Records contained in a dataset
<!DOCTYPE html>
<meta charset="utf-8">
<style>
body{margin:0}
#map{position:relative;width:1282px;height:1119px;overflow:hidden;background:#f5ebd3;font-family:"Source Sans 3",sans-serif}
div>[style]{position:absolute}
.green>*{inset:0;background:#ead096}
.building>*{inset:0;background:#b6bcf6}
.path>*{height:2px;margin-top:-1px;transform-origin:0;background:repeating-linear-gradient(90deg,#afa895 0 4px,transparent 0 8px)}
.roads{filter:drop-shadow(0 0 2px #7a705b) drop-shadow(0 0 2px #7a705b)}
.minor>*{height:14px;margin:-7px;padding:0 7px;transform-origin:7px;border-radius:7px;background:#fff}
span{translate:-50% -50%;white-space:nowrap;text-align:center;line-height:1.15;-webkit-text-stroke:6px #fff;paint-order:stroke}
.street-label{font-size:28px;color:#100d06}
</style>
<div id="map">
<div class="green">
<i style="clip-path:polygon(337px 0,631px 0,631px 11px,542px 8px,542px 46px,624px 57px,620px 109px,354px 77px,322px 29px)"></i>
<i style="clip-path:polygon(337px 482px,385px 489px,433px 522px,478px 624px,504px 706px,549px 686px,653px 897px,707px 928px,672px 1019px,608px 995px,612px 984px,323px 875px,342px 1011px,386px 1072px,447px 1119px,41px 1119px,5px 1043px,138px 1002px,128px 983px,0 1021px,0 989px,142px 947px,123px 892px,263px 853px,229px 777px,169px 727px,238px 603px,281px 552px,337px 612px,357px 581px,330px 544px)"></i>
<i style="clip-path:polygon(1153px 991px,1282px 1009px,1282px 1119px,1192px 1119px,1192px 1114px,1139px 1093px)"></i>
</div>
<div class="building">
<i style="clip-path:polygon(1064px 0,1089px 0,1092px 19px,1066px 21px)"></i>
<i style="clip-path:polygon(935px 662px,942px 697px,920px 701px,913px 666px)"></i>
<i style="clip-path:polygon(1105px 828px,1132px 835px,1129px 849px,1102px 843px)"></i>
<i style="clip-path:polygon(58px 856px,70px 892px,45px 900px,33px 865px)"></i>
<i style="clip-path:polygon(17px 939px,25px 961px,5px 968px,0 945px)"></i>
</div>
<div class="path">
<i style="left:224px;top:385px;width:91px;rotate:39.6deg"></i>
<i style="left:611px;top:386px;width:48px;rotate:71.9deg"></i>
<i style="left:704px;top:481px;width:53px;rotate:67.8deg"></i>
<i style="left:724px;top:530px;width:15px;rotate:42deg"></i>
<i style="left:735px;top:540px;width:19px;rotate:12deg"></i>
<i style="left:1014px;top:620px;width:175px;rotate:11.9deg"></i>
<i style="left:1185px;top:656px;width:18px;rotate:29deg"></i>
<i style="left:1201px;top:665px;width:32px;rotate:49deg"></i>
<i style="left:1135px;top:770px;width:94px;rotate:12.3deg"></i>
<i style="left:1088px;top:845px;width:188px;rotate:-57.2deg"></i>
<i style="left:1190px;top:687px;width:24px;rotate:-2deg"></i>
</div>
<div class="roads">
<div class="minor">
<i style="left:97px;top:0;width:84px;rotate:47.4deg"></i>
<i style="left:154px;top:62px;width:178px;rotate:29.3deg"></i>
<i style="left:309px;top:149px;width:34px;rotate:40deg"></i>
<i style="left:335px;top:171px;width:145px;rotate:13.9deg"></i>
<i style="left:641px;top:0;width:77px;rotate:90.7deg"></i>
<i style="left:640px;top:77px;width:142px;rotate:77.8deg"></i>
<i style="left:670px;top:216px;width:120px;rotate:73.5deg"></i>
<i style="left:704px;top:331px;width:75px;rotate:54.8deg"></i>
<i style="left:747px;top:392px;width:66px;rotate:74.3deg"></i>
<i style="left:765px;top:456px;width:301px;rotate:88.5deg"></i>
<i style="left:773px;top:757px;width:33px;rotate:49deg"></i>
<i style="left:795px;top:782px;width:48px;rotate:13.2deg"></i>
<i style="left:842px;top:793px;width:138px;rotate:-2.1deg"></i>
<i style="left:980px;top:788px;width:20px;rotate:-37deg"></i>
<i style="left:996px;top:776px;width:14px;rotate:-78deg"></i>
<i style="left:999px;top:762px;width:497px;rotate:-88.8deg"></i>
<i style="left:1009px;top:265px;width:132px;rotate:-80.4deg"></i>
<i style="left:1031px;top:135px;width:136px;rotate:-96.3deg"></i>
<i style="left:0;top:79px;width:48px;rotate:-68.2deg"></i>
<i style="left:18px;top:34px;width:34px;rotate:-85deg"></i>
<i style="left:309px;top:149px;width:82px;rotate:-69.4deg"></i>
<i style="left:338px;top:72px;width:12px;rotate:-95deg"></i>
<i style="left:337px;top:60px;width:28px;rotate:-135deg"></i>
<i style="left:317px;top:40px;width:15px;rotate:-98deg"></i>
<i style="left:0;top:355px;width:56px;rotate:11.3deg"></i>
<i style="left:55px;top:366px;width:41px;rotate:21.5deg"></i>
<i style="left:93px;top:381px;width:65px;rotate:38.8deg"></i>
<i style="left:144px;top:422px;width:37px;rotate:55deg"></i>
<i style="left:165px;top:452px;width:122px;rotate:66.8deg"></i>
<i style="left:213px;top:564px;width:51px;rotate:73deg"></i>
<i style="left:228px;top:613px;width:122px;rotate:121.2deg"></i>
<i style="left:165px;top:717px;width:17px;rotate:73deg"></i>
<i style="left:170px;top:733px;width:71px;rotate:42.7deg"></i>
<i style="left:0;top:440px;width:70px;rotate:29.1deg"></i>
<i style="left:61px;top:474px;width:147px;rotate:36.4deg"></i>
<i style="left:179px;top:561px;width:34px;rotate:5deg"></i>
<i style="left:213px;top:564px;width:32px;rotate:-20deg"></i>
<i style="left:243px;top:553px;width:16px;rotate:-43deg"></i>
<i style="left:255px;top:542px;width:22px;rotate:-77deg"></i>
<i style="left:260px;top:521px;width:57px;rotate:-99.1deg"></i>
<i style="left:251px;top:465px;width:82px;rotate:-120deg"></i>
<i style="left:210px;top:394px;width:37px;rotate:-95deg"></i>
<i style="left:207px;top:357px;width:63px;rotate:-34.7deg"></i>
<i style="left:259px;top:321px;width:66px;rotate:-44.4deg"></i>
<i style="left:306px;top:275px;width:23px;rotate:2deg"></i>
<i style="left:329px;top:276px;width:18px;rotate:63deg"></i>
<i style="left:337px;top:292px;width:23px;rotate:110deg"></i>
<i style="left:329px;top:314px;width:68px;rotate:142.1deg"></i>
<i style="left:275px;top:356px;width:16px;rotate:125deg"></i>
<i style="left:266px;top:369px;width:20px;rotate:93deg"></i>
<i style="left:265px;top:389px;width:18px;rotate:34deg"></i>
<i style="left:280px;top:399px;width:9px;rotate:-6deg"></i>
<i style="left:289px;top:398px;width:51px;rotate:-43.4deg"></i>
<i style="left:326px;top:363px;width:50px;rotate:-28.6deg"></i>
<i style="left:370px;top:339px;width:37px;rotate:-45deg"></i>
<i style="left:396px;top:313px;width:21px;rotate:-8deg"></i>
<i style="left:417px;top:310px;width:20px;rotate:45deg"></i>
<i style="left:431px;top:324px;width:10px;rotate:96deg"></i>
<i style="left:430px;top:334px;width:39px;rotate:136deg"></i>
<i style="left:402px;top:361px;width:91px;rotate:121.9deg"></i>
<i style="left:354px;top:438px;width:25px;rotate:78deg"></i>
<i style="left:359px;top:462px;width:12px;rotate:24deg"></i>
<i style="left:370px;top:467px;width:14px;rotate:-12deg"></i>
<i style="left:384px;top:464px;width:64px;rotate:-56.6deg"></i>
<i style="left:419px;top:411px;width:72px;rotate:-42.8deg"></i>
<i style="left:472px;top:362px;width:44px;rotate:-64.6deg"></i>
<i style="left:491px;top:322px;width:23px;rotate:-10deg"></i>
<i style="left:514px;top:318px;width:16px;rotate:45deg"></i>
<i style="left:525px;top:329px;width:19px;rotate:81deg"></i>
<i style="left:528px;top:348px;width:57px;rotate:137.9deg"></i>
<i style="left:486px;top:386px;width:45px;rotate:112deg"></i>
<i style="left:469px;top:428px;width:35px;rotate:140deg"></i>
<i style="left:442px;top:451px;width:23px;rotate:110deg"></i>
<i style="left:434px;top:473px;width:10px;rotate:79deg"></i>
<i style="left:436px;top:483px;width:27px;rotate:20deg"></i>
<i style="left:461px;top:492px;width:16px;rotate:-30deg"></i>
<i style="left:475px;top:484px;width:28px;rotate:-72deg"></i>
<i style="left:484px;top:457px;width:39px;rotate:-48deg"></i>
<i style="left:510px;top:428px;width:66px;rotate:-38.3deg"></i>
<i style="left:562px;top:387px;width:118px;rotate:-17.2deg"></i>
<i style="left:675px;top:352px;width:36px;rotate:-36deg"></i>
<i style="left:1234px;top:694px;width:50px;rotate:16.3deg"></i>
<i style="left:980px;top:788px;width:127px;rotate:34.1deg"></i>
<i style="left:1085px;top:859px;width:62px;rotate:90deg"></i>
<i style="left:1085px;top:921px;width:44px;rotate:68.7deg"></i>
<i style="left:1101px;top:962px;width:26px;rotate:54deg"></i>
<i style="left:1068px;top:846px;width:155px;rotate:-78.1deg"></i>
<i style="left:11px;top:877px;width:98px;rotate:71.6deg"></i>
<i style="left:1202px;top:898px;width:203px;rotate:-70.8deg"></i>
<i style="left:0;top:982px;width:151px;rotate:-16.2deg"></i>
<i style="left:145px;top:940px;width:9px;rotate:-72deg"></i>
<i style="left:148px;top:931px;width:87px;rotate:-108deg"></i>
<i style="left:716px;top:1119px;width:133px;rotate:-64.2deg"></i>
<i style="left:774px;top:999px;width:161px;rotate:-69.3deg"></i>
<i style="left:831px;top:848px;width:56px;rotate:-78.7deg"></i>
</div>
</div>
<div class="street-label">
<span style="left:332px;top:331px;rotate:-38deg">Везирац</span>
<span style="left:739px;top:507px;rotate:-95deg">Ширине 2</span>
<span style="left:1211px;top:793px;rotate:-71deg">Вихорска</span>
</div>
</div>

### Description of the task
The line with "2px #7a705b) drop-shadow(0" marks the end; reproduce exactly every line from the start of the entries up to it, that line included.

### Result
<!DOCTYPE html>
<meta charset="utf-8">
<style>
body{margin:0}
#map{position:relative;width:1282px;height:1119px;overflow:hidden;background:#f5ebd3;font-family:"Source Sans 3",sans-serif}
div>[style]{position:absolute}
.green>*{inset:0;background:#ead096}
.building>*{inset:0;background:#b6bcf6}
.path>*{height:2px;margin-top:-1px;transform-origin:0;background:repeating-linear-gradient(90deg,#afa895 0 4px,transparent 0 8px)}
.roads{filter:drop-shadow(0 0 2px #7a705b) drop-shadow(0 0 2px #7a705b)}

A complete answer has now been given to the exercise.